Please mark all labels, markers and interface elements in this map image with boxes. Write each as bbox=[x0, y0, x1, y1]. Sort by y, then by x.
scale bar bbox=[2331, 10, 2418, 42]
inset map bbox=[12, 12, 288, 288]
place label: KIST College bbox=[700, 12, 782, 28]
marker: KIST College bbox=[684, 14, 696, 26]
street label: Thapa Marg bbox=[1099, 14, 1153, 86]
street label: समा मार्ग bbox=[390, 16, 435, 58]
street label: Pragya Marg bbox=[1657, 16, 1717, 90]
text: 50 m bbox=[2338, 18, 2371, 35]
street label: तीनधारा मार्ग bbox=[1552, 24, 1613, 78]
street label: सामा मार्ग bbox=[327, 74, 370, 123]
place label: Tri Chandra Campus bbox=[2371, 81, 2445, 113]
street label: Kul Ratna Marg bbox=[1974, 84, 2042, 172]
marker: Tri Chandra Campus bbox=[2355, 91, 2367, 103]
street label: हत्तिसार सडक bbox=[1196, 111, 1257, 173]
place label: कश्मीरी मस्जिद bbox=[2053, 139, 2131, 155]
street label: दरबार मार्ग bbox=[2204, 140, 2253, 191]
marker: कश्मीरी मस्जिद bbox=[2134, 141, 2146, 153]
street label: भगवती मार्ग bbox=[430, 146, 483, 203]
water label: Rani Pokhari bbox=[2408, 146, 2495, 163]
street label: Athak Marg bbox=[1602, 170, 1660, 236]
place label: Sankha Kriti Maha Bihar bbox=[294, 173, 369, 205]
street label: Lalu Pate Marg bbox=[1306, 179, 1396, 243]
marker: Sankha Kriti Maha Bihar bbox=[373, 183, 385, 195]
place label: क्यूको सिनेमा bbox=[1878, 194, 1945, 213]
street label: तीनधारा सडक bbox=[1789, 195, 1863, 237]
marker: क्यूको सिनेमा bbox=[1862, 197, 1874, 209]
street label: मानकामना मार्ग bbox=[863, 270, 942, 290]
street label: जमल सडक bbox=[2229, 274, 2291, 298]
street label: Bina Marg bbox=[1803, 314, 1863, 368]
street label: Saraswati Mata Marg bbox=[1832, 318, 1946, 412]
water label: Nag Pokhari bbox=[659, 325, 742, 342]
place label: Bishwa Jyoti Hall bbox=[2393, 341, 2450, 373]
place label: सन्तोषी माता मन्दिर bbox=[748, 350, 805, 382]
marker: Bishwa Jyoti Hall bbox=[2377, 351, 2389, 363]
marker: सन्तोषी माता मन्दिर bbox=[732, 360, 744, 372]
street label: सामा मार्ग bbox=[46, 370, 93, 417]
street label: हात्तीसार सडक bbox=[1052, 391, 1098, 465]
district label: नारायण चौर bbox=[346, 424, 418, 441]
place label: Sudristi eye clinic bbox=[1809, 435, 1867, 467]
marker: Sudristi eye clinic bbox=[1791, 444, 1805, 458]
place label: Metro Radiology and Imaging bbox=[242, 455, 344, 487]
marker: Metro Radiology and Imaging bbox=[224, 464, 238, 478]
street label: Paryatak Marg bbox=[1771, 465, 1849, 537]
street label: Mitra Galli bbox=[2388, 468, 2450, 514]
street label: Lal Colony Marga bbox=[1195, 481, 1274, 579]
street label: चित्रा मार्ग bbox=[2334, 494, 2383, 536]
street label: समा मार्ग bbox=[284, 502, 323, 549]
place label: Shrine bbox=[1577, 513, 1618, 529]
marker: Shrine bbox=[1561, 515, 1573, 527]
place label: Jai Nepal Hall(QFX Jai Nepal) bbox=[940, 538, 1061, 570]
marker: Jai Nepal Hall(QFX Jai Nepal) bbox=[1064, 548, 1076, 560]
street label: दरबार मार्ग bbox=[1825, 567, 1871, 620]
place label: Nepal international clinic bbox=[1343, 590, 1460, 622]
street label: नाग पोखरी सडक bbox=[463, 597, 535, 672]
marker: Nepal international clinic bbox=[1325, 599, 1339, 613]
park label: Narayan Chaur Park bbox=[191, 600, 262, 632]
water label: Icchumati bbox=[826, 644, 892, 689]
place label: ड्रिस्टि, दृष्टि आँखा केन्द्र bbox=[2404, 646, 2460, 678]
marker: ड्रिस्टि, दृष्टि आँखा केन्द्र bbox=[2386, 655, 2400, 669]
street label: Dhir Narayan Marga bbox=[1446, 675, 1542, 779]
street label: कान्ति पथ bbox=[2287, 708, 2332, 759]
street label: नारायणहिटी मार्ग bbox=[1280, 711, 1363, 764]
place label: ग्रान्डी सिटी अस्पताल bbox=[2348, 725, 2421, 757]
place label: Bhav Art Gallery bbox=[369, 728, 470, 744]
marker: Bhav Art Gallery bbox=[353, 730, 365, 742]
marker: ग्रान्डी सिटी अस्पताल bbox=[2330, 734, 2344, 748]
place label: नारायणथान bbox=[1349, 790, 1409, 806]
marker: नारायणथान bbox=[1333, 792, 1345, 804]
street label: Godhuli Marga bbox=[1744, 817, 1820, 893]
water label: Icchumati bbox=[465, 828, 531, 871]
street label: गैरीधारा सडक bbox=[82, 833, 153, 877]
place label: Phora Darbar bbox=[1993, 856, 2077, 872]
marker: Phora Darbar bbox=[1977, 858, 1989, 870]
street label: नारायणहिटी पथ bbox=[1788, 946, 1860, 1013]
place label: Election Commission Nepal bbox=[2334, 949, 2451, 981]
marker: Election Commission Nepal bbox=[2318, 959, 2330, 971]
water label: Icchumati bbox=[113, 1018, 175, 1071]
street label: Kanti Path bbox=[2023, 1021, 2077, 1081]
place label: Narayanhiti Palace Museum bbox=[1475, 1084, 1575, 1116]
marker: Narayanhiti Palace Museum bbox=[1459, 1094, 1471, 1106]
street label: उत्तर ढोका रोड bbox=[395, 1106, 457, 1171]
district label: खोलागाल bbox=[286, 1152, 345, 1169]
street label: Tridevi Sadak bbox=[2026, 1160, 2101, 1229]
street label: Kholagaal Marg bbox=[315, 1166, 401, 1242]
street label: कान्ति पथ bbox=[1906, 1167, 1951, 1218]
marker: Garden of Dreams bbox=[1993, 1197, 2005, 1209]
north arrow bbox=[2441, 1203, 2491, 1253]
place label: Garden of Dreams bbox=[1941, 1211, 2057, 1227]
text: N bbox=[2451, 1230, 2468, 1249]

=======

-- TASK BRIEF --
Number of lines above containing "Kriti": give it, with no other text.

-- OUTPUT OF THE TASK --
2